Posted to user@hive.apache.org by Wil - <wi...@yahoo.com> on 2011/02/05 03:50:02 UTC

Robot identification by views per session in web logs

Hi all,

I've heard very nice things about using Hadoop/Hive/Pig for web log processing 
and started playing around with it. However, I quickly ran into some road blocks 
midway.  I want to identify and throw away robots in our web logs. One criteria 
of robot identification is a user viewing more than X pages in a session.

Basically I want to be able to determine how many page views a user had in a 
session during processing time.  Figuring out the session view count is not very 
difficult. One of the challenge is figuring out how to update the previous 
processed data (which could be X days ago -- data already written to disk) so 
that the initial start of the session have the session view count.

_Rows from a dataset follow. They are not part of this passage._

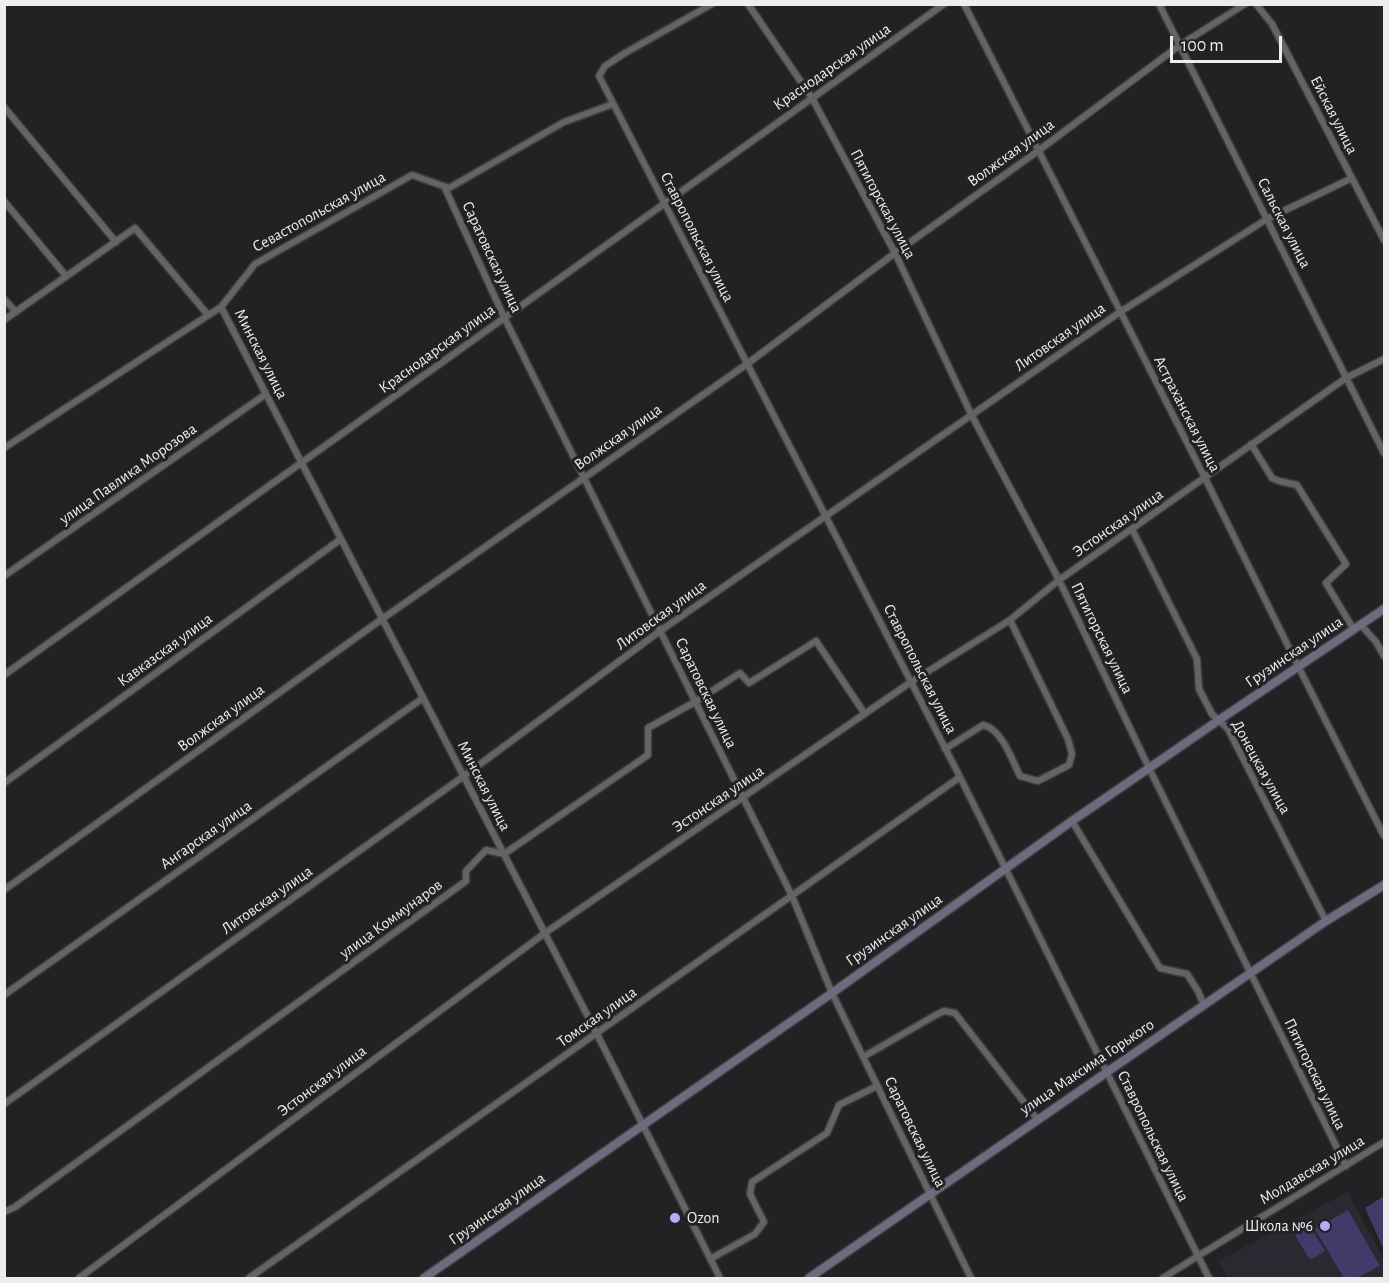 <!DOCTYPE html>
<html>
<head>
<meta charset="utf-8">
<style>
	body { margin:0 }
	#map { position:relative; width:1389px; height:1283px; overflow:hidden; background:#222224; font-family:"Alegreya Sans",sans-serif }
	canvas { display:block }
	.frame { position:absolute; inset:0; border:6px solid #ededee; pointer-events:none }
	.scale { position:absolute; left:1170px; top:36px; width:112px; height:27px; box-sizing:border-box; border:3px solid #ededee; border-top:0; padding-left:8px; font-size:18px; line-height:21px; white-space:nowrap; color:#ededee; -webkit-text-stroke:4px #222224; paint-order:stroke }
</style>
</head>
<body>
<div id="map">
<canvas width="1389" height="1283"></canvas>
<div class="frame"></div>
<div class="scale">100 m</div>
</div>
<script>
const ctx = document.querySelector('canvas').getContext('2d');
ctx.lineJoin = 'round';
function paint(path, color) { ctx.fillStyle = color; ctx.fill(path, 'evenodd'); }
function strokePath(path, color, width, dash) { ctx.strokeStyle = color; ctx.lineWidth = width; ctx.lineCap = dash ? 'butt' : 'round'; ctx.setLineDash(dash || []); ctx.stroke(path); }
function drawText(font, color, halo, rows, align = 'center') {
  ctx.font = font + ' "Alegreya Sans",sans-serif'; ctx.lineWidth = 6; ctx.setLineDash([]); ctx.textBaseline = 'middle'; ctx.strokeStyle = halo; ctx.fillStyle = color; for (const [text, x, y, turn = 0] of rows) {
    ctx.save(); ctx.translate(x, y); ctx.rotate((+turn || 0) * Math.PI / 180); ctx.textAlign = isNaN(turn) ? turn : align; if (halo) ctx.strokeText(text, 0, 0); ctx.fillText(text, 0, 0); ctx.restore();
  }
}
const built = new Path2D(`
	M1348,1192L1384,1260V1278H1228L1218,1261Z`);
const green = new Path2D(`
	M1384,1196V1250L1365,1208Z
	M1348,1210L1380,1266L1357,1278H1344L1315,1229Z
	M1310,1226L1325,1251L1310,1260L1295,1235Z`);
const minor = new Path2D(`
	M712,4L625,53L605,66L599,76L960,777L1209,1278
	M748,4L812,98L895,253L972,416L1059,580L1149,768L1346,1166
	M964,4L1205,478L1298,666L1384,836
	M1159,4L1384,453
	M1256,4L1272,24L1384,240
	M4,107L116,242
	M444,186L504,317L792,896L832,993L971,1278
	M4,201L66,276
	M4,299L16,312
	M221,307L597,1034L720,1278
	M4,320L135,228L208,315
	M1251,444L1272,478L1279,481L1297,485L1346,564L1326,583L1354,630
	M4,448L221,307L255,264L412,175L449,188L564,122L613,104
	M1132,529L1197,659L1199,689L1212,714L1228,729L1326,921
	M4,576L266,394
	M1361,625L1376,642L1384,656
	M4,675L944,4
	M945,749L983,725C1002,729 1012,760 1020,776L1038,781L1069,765L1072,754L1068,739L1010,620
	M4,783L341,539
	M1072,821L1160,968L1187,974L1198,991L1204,1005
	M4,890L382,619L747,364L895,253L1038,151L1180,45L1245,4
	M4,995L423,698
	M863,1057L934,1016L944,1011L955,1013L1037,1119
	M4,1104L464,776L660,631L1120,312L1267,219L1352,178
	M4,1212L15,1207L466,881V871L486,850L504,854L648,755V728L695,702L740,673L749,683L816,641L865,714
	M710,1259L755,1234L764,1222L750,1194L752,1182L827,1133L839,1105L877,1086
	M79,1278L545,933L911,682L1010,620L1059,580L1346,378L1384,359
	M249,1278L960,777
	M1163,1278L1198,1256L1384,1142`);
const secondary = new Path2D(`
	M424,1278L832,993L1072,821L1219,720L1384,609
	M809,1278L1204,1005L1326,921L1384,885`);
const markers = [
	[675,1218,6,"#b7abf8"],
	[1325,1226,6,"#b7abf8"]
];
const streetNames = [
	["Краснодарская улица",832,67,-35],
	["Ейская улица",1334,115,63],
	["Волжская улица",1011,153,-36],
	["Пятигорская улица",883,204,62],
	["Севастопольская улица",319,212,-29],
	["Сальская улица",1284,223,63],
	["Ставропольская улица",697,237,63],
	["Саратовская улица",492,257,65],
	["Литовская улица",1060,337,-35],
	["Краснодарская улица",437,349,-36],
	["Минская улица",261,354,63],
	["Астраханская улица",1187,414,63],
	["Волжская улица",618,437,-35],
	["улица Павлика Морозова",128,474,-35],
	["Эстонская улица",1118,523,-35],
	["Литовская улица",661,615,-36],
	["Пятигорская улица",1102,638,64],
	["Кавказская улица",165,650,-36],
	["Грузинская улица",1294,652,-34],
	["Ставропольская улица",920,669,63],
	["Саратовская улица",706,693,64],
	["Волжская улица",221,718,-36],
	["Донецкая улица",1261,767,61],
	["Минская улица",484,786,63],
	["Эстонская улица",718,799,-34],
	["Ангарская улица",206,835,-35],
	["Литовская улица",267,900,-35],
	["улица Коммунаров",391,919,-36],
	["Грузинская улица",894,930,-35],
	["Томская улица",597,1017,-35],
	["улица Максима Горького",1087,1067,-34],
	["Пятигорская улица",1315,1074,64],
	["Эстонская улица",322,1081,-37],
	["Саратовская улица",915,1132,64],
	["Ставропольская улица",1153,1136,64],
	["Молдавская улица",1312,1170,-31],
	["Грузинская улица",497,1209,-35]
];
const poiNames = [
	["Ozon",687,1218],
	["Школа №6",1313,1226,"right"]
];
paint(built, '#2a2931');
paint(green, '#423a69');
strokePath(minor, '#3e3d3e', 9);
strokePath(secondary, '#3e3d3e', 11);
strokePath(minor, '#646467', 6);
strokePath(secondary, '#6e6b7f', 8);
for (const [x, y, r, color] of markers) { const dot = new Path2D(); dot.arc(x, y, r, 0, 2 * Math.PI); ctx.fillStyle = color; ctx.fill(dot); strokePath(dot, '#222224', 2); }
drawText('16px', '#ededee', '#222224', streetNames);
drawText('16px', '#ededee', '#222224', poiNames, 'left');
</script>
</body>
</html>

IE: a robot that continually view pages:
session-id,   date,       view_count
session-id-1, 2011-01-01, view #1
session-id-1, 2011-01-01, view #2 ...
session-id-1, 2011-01-02, view #100..
session-id-1, 2011-01-03, view #500 <end>

I want to ignore all the view from this robot, but cannot find a way to mark the 
entire user/session as a robot.  Using a relation database, I can easily say 
"update view_table set view_count = 500 where session_id = session-id-1" and 
that would be it. But using Hadoop/Hive proves tricky.


What I would want would be:
session-id,   date,       session_view_count
session-id-1, 2011-01-01, 500
session-id-1, 2011-01-01, 500
session-id-1, 2011-01-02, 500
session-id-1, 2011-01-03, 500

If I had this data, I can filter out these robots by issuing a hive query: 
"select * from view_table where session_view_count < 500". I can look at only 
2011-01-01's data and get filtered data using the same query.  With the initial 
approach, I cannot simply say "select * from view_table where view_count < 500" 
to rid of all the views from the session. (Page view #1 to #499 would still be 
counted.)

Currently, I am using Amazon EMR with S3 as the storage using text files.

Have anyone ran into these types of issues?  Are there alternatives? Is there 
any way to filter out these robots whether during processing or query time?

Thanks for any help or pointers! 

--wil